_DATA_
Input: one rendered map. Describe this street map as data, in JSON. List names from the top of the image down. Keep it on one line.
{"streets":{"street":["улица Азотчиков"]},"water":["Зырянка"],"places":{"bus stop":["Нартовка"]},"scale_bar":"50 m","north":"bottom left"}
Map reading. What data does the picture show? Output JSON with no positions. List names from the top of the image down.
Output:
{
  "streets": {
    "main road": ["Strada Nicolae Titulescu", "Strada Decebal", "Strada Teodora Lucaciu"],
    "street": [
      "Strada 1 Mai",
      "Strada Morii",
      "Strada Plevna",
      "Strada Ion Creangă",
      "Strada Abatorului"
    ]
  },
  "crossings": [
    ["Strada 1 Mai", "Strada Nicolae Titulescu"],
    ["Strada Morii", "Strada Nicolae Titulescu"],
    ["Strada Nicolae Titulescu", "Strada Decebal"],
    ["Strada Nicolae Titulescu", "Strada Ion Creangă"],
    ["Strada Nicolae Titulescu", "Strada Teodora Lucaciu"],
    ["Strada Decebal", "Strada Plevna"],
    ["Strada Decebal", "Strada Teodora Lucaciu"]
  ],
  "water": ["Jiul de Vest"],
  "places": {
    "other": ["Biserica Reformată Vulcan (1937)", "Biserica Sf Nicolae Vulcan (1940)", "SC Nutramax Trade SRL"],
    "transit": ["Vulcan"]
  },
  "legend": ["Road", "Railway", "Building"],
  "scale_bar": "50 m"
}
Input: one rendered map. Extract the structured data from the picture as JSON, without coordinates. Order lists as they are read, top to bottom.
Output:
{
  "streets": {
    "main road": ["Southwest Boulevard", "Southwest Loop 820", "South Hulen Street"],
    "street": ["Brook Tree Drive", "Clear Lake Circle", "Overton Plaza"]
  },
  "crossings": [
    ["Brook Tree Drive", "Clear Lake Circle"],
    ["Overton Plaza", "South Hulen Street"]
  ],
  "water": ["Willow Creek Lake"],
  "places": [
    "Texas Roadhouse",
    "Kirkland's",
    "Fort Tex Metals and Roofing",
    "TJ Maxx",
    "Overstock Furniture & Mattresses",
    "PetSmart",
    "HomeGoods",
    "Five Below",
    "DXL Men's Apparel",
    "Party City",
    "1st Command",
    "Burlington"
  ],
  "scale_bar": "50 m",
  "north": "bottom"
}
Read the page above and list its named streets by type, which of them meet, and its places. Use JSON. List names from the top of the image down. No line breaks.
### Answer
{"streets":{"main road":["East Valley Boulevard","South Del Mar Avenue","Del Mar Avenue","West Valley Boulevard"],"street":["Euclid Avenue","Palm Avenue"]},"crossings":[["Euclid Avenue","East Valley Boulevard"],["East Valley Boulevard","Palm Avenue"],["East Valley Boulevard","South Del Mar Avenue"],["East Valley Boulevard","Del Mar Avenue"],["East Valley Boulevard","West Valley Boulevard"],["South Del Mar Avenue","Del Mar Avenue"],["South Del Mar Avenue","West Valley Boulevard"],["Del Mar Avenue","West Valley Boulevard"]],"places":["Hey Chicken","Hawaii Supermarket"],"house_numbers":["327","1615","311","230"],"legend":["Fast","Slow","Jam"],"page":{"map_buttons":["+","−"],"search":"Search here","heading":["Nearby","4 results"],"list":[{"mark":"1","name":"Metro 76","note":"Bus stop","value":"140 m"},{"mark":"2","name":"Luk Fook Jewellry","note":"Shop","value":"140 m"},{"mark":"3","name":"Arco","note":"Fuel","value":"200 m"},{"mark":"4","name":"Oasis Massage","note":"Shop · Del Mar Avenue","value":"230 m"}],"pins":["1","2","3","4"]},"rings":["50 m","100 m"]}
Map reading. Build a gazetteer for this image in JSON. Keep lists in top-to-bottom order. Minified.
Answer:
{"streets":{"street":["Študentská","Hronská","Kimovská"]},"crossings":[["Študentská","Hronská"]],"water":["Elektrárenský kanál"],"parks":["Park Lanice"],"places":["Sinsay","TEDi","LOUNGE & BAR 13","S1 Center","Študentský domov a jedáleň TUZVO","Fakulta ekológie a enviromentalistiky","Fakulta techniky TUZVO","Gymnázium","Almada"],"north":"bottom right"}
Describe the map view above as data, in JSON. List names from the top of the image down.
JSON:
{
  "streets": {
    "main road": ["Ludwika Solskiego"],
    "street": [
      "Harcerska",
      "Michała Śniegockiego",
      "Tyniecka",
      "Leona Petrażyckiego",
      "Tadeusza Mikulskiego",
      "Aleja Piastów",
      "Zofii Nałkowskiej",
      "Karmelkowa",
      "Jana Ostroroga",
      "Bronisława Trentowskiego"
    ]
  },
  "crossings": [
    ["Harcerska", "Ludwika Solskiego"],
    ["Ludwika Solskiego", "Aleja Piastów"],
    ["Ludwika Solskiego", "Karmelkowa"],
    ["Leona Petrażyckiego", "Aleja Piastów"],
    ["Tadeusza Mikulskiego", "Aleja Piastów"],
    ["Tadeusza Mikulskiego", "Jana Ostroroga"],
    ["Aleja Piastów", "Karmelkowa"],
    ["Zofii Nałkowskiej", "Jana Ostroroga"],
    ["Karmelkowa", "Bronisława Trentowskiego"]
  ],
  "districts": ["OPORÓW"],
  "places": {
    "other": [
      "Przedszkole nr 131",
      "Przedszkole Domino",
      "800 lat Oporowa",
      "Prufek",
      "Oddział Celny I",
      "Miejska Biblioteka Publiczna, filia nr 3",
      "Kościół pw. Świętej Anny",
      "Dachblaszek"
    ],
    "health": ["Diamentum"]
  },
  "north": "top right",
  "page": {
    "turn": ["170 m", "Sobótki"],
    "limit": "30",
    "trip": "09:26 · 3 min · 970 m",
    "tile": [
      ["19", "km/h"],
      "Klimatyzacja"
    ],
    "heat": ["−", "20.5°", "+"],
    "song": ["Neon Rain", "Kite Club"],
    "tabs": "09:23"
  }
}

_PROBLEM DESCRIPTION_
Whenever the word "down" occurs in a line of the listing above, return that line.

_TASK RESPONSE_
Input: one rendered map. Describe this street map as data, in JSON. List names from the top of the image down. Keep it on one line.
Map reading. What data does the picture show? Output JSON with no positions. List names from the top of the image down.
Read the page above and list its named streets by type, which of them meet, and its places. Use JSON. List names from the top of the image down. No line breaks.
Describe the map view above as data, in JSON. List names from the top of the image down.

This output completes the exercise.